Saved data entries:
════════════════

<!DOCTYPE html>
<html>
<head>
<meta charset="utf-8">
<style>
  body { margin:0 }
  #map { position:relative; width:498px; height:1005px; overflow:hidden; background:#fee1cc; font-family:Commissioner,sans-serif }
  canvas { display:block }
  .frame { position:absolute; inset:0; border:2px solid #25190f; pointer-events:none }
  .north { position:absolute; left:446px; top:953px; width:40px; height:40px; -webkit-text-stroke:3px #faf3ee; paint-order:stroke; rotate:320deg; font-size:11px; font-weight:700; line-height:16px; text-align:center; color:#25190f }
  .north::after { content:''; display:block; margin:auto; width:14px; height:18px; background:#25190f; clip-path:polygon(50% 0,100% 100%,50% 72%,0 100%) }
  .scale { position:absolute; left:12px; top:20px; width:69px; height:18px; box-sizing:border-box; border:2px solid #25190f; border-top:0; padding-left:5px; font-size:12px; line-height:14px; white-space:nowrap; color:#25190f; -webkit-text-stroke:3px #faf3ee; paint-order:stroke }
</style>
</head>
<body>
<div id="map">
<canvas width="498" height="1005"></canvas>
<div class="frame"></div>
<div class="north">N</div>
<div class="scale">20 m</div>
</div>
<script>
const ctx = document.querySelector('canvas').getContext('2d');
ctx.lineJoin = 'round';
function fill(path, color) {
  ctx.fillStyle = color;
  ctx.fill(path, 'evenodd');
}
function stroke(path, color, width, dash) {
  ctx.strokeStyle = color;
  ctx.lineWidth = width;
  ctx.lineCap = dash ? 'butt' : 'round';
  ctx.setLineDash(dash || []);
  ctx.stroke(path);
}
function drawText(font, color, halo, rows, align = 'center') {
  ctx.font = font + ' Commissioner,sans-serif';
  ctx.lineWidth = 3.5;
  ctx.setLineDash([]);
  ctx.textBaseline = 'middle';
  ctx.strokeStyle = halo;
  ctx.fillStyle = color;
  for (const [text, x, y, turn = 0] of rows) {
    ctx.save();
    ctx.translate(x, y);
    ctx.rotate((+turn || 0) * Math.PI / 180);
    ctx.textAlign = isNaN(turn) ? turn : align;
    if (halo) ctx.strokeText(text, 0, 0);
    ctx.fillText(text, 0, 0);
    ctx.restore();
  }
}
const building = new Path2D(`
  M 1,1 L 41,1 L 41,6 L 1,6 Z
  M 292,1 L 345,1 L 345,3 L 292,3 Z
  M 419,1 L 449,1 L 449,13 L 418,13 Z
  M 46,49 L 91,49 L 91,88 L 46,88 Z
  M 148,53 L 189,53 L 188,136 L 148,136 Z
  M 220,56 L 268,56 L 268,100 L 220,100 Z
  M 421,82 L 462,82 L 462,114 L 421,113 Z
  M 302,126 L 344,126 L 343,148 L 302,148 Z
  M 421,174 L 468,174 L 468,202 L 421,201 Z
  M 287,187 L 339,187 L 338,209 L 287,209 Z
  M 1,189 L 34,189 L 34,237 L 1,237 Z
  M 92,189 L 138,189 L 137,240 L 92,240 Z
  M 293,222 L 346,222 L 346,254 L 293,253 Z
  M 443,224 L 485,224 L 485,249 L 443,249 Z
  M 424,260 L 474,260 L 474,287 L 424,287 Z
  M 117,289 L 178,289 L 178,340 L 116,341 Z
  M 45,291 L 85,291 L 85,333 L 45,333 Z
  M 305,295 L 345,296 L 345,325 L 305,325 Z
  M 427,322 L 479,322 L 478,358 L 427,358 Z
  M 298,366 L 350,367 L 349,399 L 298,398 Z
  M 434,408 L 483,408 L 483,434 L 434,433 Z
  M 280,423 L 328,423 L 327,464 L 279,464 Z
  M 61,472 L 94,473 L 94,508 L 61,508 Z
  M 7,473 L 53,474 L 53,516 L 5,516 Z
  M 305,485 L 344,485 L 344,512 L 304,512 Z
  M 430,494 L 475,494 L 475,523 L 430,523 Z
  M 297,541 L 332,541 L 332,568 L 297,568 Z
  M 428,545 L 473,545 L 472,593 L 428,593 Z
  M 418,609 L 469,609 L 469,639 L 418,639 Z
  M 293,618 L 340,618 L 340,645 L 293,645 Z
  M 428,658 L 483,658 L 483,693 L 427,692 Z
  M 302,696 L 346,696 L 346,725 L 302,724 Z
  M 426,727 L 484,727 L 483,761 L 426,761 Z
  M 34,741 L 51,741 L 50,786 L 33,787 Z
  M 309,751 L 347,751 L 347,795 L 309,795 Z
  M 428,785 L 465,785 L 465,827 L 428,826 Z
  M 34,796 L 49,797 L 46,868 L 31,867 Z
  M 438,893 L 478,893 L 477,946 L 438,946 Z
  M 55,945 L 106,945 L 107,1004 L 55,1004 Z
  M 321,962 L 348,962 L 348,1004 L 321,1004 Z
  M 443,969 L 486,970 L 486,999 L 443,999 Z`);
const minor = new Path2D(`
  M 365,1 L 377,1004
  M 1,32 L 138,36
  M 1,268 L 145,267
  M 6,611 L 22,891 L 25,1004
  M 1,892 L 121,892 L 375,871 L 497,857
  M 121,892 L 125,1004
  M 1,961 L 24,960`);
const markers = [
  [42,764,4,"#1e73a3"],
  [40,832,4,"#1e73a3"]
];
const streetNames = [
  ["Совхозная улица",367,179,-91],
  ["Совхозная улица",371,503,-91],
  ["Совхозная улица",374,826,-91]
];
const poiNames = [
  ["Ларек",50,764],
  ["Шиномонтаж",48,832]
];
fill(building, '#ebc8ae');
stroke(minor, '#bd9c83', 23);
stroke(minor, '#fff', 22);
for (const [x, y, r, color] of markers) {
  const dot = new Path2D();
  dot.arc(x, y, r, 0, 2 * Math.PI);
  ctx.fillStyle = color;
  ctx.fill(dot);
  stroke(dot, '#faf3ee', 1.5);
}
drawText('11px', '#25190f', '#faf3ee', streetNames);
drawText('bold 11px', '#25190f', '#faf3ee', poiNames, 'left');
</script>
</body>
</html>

════════════════

▶ What this task involves:
From the line containing "M 428,785 L 465,785 L 465,827 L 428,826 Z" through the last line of the entries above, print every line exactly, including both ends, and nothing else.

▶ Response to the task:
  M 428,785 L 465,785 L 465,827 L 428,826 Z
  M 34,796 L 49,797 L 46,868 L 31,867 Z
  M 438,893 L 478,893 L 477,946 L 438,946 Z
  M 55,945 L 106,945 L 107,1004 L 55,1004 Z
  M 321,962 L 348,962 L 348,1004 L 321,1004 Z
  M 443,969 L 486,970 L 486,999 L 443,999 Z`);
const minor = new Path2D(`
  M 365,1 L 377,1004
  M 1,32 L 138,36
  M 1,268 L 145,267
  M 6,611 L 22,891 L 25,1004
  M 1,892 L 121,892 L 375,871 L 497,857
  M 121,892 L 125,1004
  M 1,961 L 24,960`);
const markers = [
  [42,764,4,"#1e73a3"],
  [40,832,4,"#1e73a3"]
];
const streetNames = [
  ["Совхозная улица",367,179,-91],
  ["Совхозная улица",371,503,-91],
  ["Совхозная улица",374,826,-91]
];
const poiNames = [
  ["Ларек",50,764],
  ["Шиномонтаж",48,832]
];
fill(building, '#ebc8ae');
stroke(minor, '#bd9c83', 23);
stroke(minor, '#fff', 22);
for (const [x, y, r, color] of markers) {
  const dot = new Path2D();
  dot.arc(x, y, r, 0, 2 * Math.PI);
  ctx.fillStyle = color;
  ctx.fill(dot);
  stroke(dot, '#faf3ee', 1.5);
}
drawText('11px', '#25190f', '#faf3ee', streetNames);
drawText('bold 11px', '#25190f', '#faf3ee', poiNames, 'left');
</script>
</body>
</html>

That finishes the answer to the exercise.